What the task requires: Considering every line below, count those with the word "none" and give only the result.

Raw data:
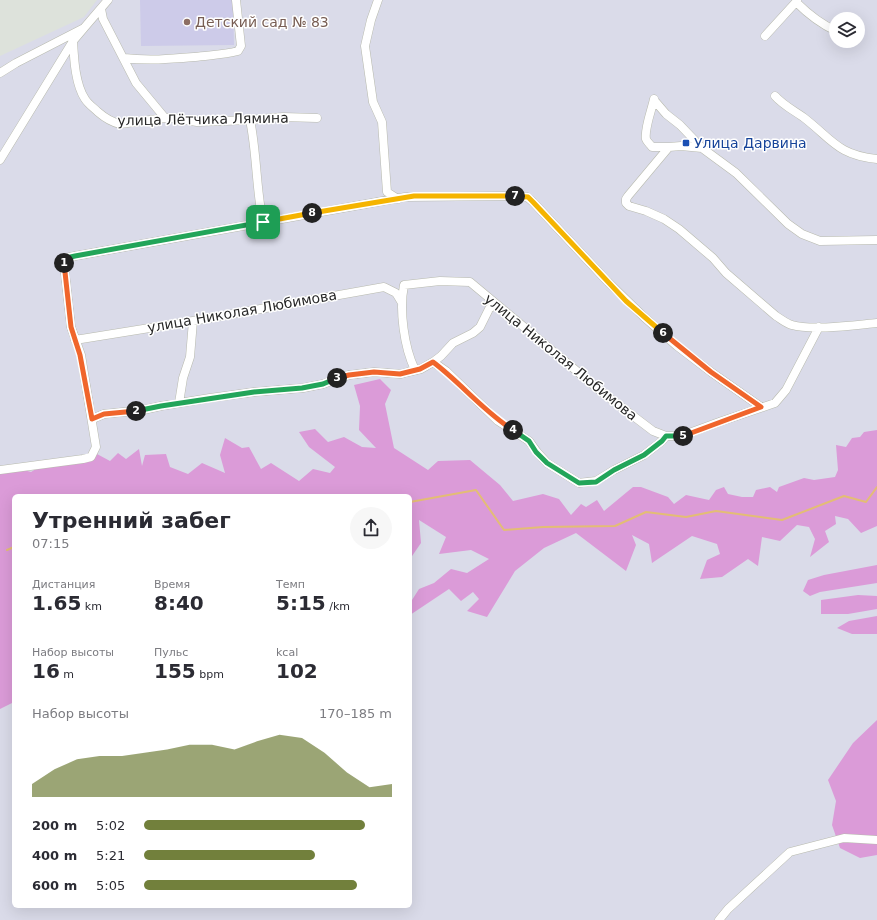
<!DOCTYPE html>
<html lang="ru">
<meta charset="utf-8">
<style>
:root{--surface:#fff;--page:#f7f7f7;--text:#2b2b33;--muted:#7c7c81;--accent:#72803c}
body{margin:0;font-family:"DejaVu Sans",sans-serif;background:var(--page);color:var(--text);height:100vh;display:flex;flex-direction:column;font-size:15px;white-space:nowrap}
*{box-sizing:border-box;margin:0}
p{font-size:13px;color:var(--muted)}
.icon{flex:none;width:22px;height:22px;fill:none;stroke:currentColor;stroke-width:2;stroke-linecap:round;stroke-linejoin:round}
.map{position:relative;flex:1;overflow:hidden}
.details{position:absolute;left:12px;top:494px;width:400px;height:414px;display:flex;flex-direction:column;background:var(--surface);border-radius:6px;box-shadow:0 4px 16px #0002}
.details>*{flex:none}
.fabs{position:absolute;left:829px;top:12px;display:grid;gap:8px}
.fabs a{display:grid;place-items:center;width:36px;height:36px;border-radius:50%;background:var(--surface);box-shadow:0 4px 16px #0002;font-size:20px}
.pin{position:absolute;display:grid;place-items:center;width:34px;height:34px;color:#fff;margin:-17px;border-radius:8px;box-shadow:0 2px 6px #0006}
.km{position:absolute;width:20px;height:20px;margin:-10px;border-radius:50%;background:#222;color:#fff;font-size:11px;line-height:20px;text-align:center}
.round{display:grid;place-items:center;flex:none;width:42px;height:42px;border-radius:21px;background:var(--page)}
.headline{display:flex;align-items:center;justify-content:space-between;height:68px;padding:0 20px}
h1{font-size:22px;font-weight:600;line-height:30px}
.stats{display:grid;grid-template-columns:repeat(3,1fr);gap:6px;height:68px;padding:4px 20px}
.stats div{display:grid;align-content:center}
.stats b{font-size:20px;font-weight:600}
.stats small{font-size:11px;font-weight:400}
.stats p{font-size:11px}
.chart{height:112px;padding:8px 20px}
.chart p{display:flex;justify-content:space-between}
.chart svg{width:100%;height:72px;margin-top:4px;fill:var(--accent);opacity:.7}
ul{padding:0 20px;list-style:none;font-size:13px}
li{display:grid;grid-template-columns:64px 48px 1fr;align-items:center;height:30px}
li i{height:10px;border-radius:5px;background:var(--accent)}
.map>svg:first-child{display:block}
.industrial{fill:#dde2db}
.education{fill:#cdcbe9}
.green{fill:#db9bd8}
.lines{fill:none;stroke-linecap:round;stroke-linejoin:round}
.stream{stroke:#e3bd75;stroke-width:2}
.minor-casing{stroke:#b8baae;stroke-width:9}
.minor{stroke:#fff;stroke-width:8}
.split-1-casing{stroke:#fff;stroke-width:8}
.split-2-casing{stroke:#fff;stroke-width:8}
.split-3-casing{stroke:#fff;stroke-width:8}
.split-4-casing{stroke:#fff;stroke-width:8}
.split-5-casing{stroke:#fff;stroke-width:8}
.split-6-casing{stroke:#fff;stroke-width:8}
.split-7-casing{stroke:#fff;stroke-width:8}
.split-8-casing{stroke:#fff;stroke-width:8}
.split-9-casing{stroke:#fff;stroke-width:8}
.split-1{stroke:#22a559;stroke-width:5}
.split-2{stroke:#f0652b;stroke-width:5}
.split-3{stroke:#22a559;stroke-width:5}
.split-4{stroke:#f0652b;stroke-width:5}
.split-5{stroke:#22a559;stroke-width:5}
.split-6{stroke:#f0652b;stroke-width:5}
.split-7{stroke:#f5b400;stroke-width:5}
.split-8{stroke:#f5b400;stroke-width:5}
.split-9{stroke:#f5b400;stroke-width:5}
.education-dot{fill:#8d6e63;stroke:#fff;stroke-width:1.5}
.transit-dot{fill:#1a4fb4;stroke:#fff;stroke-width:1.5}
.labels{text-anchor:middle;dominant-baseline:central;stroke-width:3;stroke-linejoin:round;paint-order:stroke}
.education-label{font-size:14px;fill:#785e54;stroke:#fff;text-anchor:start}
.street-label{font-size:14px;fill:#282828;stroke:#fff}
.transit-label{font-size:14px;fill:#164399;stroke:#fff;text-anchor:start}
</style>
<div class="map">
<svg width="877" height="920" viewBox="0 0 877 920">
<rect width="100%" height="100%" fill="#dadbe9"/>
<path class="industrial" d="M0 0H97L84 17 0 56Z"/>
<path class="education" d="M140 0H233L234 45 141 46Z"/>
<path class="green" d="M380 379 391 390 385 404 394 448 428 470 438 461 470 460 500 485 513 501 543 494 559 499 571 515 581 504 586 507 597 500 604 511 633 487H641L668 497 674 504 686 495 709 500 716 490 724 487 728 494 742 497H753L756 490 770 487 777 492 779 487 804 478 814 480 835 477 838 470 836 445 846 447 852 438 860 437 864 432 877 430V526L861 533 848 519 835 516 836 524 825 531 829 542 810 557 815 539 809 527 797 525 780 541 762 537 758 566 748 559 722 577 700 579 707 560 720 554 717 544 692 536 652 563 649 544 632 535 636 545 626 571 576 533 544 548 515 571 487 617 467 611 479 599 473 592 461 601 449 589 410 615V600H412L419 589 434 583 451 569 467 573 489 559 471 550 439 554 446 537 419 520 421 543 410 559V496H14V702L0 709V471L17 468 31 472 50 460 62 464 91 461 97 454 110 461 118 453 126 459 139 449 142 466 145 455 166 454 170 467 188 474 202 463 225 473 220 455 225 438 242 448 249 447 261 469 271 463 299 481 313 469 330 473 335 467 309 447 299 432 315 429 328 442 344 437 362 447 376 448 359 430 360 406 354 385Z
M877 565V583L820 592 810 596 803 591 808 580 824 575Z
M858 595 877 596V609L848 614H821V600Z
M877 616V634H852L837 628 849 621Z
M877 720V855L860 858 840 848 832 825 836 801 828 780 853 743Z"/>
<g class="lines">
<path class="stream" d="M410 502 476 490 504 530 543 527 615 526 646 512 686 517 716 511 782 520 844 496 866 502 877 487
M7 550 14 547"/>
<defs>
<path id="minor" d="M378 0 371 20 365 46 373 102 382 122 387 192 398 199
M797 0 796 2C808 14 821 24 836 31
M101 9 103 19 136 83 165 118
M765 36 796 2
M73 41C74 58 75 84 85 99 88 104 94 108 98 112 105 118 111 122 120 124L165 118H174L197 122 250 120 283 117 317 118
M124 58C148 61 171 59 195 57 209 55 224 55 238 51L241 46 236 0
M0 73 16 63 84 28 108 0
M775 96C783 105 793 110 803 117 832 139 837 155 877 159
M654 99C652 109 644 129 646 139 647 142 650 144 652 147H669
M654 100 666 114 680 125 702 148 736 173 788 224 802 234 820 241 877 240
M250 120C257 154 256 189 263 222
M702 148 681 146 669 147 628 196 626 199V203L629 206 646 211 664 219 679 229 713 258 726 273 776 316C781 319 787 324 792 325 812 331 855 325 877 323
M0 160 73 41 84 28
M75 340 193 321 384 287 396 293 402 303
M433 362 446 371 498 421 529 441 537 452 547 463 579 483 596 481 614 470 644 455 662 441 666 436
M415 370C404 347 399 310 404 285L440 281 470 282 603 393 653 431 666 436H681L722 421 775 403 786 390 819 327
M179 403 183 378 190 357 193 321
M92 419 104 414 143 410 161 406 210 398 254 392 303 388 323 384 349 375 374 372 401 374 408 372 421 369 433 362 441 356 453 343 473 333 480 327 489 309 495 304
M0 470 83 459 91 457 96 447 81 355 71 327 64 264 66 258 75 256 405 197 519 196 527 197 533 202 608 282 644 317 677 346 711 372 761 407
M719 920 728 909 790 852 844 838 877 840"/>
</defs>
<use href="#minor" class="minor-casing"/>
<use href="#minor" class="minor"/>
</g>
<g class="lines">
<defs>
<path id="split-1" d="M64 263 66 258 75 256 263 222"/>
<path id="split-2" d="M64 263 71 327 80 355 92 419 104 414 136 411"/>
<path id="split-3" d="M136 411 161 406 254 392 302 388 323 384 337 378"/>
<path id="split-4" d="M337 378 349 375 374 372 400 374 420 369 433 362C461 383 483 411 513 430"/>
<path id="split-5" d="M513 430 529 441 536 452 547 463 579 483 596 482 614 470 644 455 662 441 666 436H683"/>
<path id="split-6" d="M663 333 711 372 761 407 683 436"/>
<path id="split-7" d="M515 196 528 197 533 202 626 301 663 333"/>
<path id="split-8" d="M312 213 414 196H515"/>
<path id="split-9" d="M263 222 312 213"/>
</defs>
<use href="#split-1" class="split-1-casing"/>
<use href="#split-2" class="split-2-casing"/>
<use href="#split-3" class="split-3-casing"/>
<use href="#split-4" class="split-4-casing"/>
<use href="#split-5" class="split-5-casing"/>
<use href="#split-6" class="split-6-casing"/>
<use href="#split-7" class="split-7-casing"/>
<use href="#split-8" class="split-8-casing"/>
<use href="#split-9" class="split-9-casing"/>
<use href="#split-1" class="split-1"/>
<use href="#split-2" class="split-2"/>
<use href="#split-3" class="split-3"/>
<use href="#split-4" class="split-4"/>
<use href="#split-5" class="split-5"/>
<use href="#split-6" class="split-6"/>
<use href="#split-7" class="split-7"/>
<use href="#split-8" class="split-8"/>
<use href="#split-9" class="split-9"/>
</g>
<circle class="education-dot" cx="187" cy="22" r="4"/>
<rect class="transit-dot" x="682" y="139" width="8" height="8" rx="2"/>
<g class="labels">
<g class="education-label">
<text x="195" y="22">Детский сад № 83</text>
</g>
<g class="street-label">
<text transform="translate(203 119) rotate(-1)">улица Лётчика Лямина</text>
<text transform="translate(242 311) rotate(-10)">улица Николая Любимова</text>
<text transform="translate(561 357) rotate(39)">улица Николая Любимова</text>
</g>
<g class="transit-label">
<text x="694" y="143">Улица Дарвина</text>
</g>
</g>
</svg>
<div class="fabs">
<a><svg class="icon" aria-label="layers" viewBox="0 0 24 24"><path d="M12 4l9 5-9 5-9-5zM3 14l9 5 9-5"/></svg></a>
</div>
<div class="pin" style="left:263px;top:222px;background:#1e9e55"><svg class="icon" aria-label="arrive" viewBox="0 0 24 24"><path d="M6 21V4h12l-3 4 3 4H6"/></svg></div>
<b class="km" style="left:64px;top:263px">1</b>
<b class="km" style="left:136px;top:411px">2</b>
<b class="km" style="left:337px;top:378px">3</b>
<b class="km" style="left:513px;top:430px">4</b>
<b class="km" style="left:683px;top:436px">5</b>
<b class="km" style="left:663px;top:333px">6</b>
<b class="km" style="left:515px;top:196px">7</b>
<b class="km" style="left:312px;top:213px">8</b>
<section class="details">
<div class="headline"><div><h1>Утренний забег</h1><p>07:15</p></div><a class="round"><svg class="icon" aria-label="share" viewBox="0 0 24 24"><path d="M12 15V3M7 8l5-5 5 5M5 13v7h14v-7"/></svg></a></div>
<div class="stats">
<div><p>Дистанция</p><b>1.65<small> km</small></b></div>
<div><p>Время</p><b>8:40</b></div>
<div><p>Темп</p><b>5:15<small> /km</small></b></div>
</div>
<div class="stats">
<div><p>Набор высоты</p><b>16<small> m</small></b></div>
<div><p>Пульс</p><b>155<small> bpm</small></b></div>
<div><p>kcal</p><b>102</b></div>
</div>
<div class="chart"><p><span>Набор высоты</span>170–185 m</p>
<svg viewBox="0 0 160 44" preserveAspectRatio="none"><path d="M0 44V36L10 27L20 21L30 19L40 19L50 17L60 15L70 12L80 12L90 15L100 10L110 6L120 8L130 17L140 29L150 38L160 36V44z"/></svg>
</div>
<ul>
<li><b>200 m</b>5:02<i style="width:89%"></i></li>
<li><b>400 m</b>5:21<i style="width:69%"></i></li>
<li><b>600 m</b>5:05<i style="width:86%"></i></li>
</ul>
</section>
</div>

Solution for this task: 6